Global Air Quality Studies
While we conduct extensive research with datasets we collect in either the field or lab, we also use existing datasets archived on public repositories to study both aerosol and wet deposition physicochemical properties around the world. These projects often include data analysis techniques relevant to ‘big data’ including diverse types of machine learning methods.
Ma, L., Dadashazar, H., Hilario, M. R. A., Cambaliza, M. O., Lorenzo, G. R., Simpas, J. B., Nguyen, P., and Sorooshian, A. (2020). Contrasting wet deposition composition between three diverse islands and coastal North American sites.
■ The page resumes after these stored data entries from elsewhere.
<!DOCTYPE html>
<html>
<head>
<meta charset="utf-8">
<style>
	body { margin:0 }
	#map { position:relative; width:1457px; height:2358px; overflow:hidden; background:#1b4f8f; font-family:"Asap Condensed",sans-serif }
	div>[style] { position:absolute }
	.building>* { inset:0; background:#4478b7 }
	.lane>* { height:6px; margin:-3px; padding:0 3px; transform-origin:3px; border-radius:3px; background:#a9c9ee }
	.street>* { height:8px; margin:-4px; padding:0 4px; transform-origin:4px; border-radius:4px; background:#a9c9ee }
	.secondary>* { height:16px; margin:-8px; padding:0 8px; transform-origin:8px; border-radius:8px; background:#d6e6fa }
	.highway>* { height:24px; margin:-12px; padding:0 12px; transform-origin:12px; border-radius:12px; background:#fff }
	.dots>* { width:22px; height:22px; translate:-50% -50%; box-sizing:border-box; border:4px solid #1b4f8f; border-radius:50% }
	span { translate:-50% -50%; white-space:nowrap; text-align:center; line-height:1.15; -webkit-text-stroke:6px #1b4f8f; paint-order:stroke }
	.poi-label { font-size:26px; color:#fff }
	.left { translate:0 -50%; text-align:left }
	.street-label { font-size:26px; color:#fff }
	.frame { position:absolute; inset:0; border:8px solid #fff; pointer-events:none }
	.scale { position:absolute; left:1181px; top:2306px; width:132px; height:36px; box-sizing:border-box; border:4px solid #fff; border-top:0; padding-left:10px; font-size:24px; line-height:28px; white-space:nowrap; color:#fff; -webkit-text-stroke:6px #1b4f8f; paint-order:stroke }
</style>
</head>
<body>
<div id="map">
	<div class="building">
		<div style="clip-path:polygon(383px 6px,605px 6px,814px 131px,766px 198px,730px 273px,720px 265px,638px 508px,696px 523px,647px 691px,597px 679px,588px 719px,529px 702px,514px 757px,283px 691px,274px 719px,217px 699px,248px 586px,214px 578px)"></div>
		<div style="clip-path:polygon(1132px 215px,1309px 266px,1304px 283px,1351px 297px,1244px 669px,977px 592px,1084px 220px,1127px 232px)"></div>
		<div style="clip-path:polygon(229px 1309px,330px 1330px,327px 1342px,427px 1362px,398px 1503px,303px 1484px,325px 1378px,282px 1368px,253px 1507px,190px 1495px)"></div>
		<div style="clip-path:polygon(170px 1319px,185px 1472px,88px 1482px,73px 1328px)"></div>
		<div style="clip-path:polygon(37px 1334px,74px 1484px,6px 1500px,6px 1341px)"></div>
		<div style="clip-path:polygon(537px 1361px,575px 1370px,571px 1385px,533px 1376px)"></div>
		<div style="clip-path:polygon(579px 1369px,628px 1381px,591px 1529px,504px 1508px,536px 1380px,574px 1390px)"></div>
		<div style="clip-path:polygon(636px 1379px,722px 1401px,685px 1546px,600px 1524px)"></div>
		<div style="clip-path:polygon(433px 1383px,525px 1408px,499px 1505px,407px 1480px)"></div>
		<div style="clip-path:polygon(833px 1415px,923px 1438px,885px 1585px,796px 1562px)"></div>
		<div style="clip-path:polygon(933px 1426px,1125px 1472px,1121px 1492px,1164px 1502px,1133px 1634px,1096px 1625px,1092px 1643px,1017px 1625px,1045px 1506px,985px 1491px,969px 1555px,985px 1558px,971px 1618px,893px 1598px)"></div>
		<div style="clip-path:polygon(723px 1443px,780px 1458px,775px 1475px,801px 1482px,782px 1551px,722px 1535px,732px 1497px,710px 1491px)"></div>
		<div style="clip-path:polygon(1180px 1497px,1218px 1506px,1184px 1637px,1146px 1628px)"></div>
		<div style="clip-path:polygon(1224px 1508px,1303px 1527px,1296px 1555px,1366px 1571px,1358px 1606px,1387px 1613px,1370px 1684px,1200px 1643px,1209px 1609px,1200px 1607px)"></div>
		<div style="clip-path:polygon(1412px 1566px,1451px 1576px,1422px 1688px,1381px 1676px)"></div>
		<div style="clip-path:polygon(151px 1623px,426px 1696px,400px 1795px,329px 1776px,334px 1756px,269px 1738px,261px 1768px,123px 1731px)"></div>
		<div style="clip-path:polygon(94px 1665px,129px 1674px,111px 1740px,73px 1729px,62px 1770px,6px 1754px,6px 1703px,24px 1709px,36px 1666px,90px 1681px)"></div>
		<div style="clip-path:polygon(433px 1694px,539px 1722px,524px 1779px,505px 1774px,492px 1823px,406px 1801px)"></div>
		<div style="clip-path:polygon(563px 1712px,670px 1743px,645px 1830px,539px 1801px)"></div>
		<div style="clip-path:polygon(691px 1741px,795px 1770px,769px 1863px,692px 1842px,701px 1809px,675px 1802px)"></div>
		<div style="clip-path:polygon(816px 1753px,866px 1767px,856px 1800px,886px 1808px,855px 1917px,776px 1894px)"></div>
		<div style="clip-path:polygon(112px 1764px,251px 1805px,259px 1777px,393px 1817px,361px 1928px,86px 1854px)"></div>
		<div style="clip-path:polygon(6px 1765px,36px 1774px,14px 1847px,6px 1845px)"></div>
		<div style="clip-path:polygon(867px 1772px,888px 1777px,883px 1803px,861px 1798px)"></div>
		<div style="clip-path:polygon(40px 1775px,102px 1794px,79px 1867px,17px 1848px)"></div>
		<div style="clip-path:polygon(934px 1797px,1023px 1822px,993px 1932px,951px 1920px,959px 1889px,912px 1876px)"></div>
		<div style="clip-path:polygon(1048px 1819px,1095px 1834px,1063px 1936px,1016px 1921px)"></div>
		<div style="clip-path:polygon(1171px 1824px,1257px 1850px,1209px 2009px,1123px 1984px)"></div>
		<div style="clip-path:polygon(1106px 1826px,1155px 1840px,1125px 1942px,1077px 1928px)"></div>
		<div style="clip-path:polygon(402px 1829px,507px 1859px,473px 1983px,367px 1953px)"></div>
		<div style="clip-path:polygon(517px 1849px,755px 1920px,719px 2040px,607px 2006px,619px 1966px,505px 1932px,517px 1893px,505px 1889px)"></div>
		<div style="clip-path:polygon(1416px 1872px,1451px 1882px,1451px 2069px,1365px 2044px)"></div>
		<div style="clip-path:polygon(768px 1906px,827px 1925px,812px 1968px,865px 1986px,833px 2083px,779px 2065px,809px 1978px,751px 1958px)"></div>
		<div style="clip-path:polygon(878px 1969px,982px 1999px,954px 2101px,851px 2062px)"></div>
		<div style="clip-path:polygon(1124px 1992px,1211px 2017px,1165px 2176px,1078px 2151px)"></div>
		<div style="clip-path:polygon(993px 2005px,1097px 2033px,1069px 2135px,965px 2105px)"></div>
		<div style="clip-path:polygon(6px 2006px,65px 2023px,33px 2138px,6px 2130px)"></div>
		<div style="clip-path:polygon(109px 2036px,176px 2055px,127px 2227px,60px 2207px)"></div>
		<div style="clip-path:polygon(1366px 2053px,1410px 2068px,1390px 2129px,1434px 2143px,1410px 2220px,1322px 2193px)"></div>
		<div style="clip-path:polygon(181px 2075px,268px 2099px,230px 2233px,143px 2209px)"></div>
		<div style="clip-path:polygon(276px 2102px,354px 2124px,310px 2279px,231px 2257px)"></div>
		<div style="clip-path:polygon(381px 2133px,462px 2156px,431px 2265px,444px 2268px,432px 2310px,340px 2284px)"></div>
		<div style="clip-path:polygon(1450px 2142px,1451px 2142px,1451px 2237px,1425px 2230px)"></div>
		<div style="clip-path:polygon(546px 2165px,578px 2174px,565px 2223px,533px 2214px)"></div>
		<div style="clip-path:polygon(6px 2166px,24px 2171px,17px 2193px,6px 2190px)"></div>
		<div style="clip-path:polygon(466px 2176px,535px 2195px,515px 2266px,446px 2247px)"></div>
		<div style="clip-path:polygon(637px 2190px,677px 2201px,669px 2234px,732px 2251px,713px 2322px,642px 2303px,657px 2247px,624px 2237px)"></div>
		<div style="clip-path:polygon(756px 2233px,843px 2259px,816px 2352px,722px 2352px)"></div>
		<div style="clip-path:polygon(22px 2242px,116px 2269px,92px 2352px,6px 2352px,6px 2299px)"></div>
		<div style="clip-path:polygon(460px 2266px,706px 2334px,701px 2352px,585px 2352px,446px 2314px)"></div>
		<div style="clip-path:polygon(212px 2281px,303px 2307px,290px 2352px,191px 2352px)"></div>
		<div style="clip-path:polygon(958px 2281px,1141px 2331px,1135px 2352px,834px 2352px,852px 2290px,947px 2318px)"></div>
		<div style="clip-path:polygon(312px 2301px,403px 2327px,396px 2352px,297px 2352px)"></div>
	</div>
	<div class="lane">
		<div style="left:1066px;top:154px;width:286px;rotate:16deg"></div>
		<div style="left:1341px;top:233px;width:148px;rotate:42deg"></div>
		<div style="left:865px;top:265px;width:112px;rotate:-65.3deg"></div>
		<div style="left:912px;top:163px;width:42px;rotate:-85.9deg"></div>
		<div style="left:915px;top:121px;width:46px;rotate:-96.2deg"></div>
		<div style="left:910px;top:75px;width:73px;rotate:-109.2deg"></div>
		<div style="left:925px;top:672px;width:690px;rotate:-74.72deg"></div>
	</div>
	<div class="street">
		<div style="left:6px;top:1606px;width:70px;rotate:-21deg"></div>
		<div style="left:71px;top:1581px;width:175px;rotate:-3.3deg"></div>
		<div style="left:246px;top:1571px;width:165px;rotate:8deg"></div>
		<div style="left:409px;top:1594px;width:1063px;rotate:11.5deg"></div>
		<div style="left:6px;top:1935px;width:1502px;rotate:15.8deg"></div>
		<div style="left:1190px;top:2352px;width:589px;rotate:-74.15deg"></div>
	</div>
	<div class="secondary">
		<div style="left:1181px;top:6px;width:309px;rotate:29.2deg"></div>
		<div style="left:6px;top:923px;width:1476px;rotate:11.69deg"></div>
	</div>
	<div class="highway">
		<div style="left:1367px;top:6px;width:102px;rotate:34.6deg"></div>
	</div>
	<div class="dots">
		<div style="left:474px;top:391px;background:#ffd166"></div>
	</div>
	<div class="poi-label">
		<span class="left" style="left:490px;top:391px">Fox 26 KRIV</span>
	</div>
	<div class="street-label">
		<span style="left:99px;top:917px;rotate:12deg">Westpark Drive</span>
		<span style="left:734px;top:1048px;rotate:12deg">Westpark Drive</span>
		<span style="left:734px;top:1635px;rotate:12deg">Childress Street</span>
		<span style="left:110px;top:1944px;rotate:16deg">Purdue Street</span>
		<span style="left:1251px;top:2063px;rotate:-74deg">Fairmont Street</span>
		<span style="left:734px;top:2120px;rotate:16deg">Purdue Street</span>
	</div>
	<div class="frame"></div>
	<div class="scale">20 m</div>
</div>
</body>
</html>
Atmospheric Environment, 117919.
Mardi, A. H., Khaghani, A., MacDonald, A. B., Nguyen, P., Karimi, N., Heidary, P., Karimi, N., Saemian, P., Sehatkashani, S., Tajrishy, M., and Sorooshian, A. (2018). The Lake Urmia environmental disaster in Iran: A look at aerosol pollution. Science of the Total Environment 633, 42-49.
Mora, M., Braun, R. A., Shingler, T., and Sorooshian, A. (2017). Analysis of remotely sensed and surface data of aerosols and meteorology for the Mexico Megalopolis Area between 2003 and 2015. Journal of Geophysical Research-Atmospheres 122, 8705-8723.
Crosbie, E., Sorooshian, A., Monfared, N. A., Shingler, T., and Esmaili, O. (2014). A Multi-Year Aerosol Characterization for the Greater Tehran Area Using Satellite, Surface, and Modeling Data. Atmosphere 5, 178-197.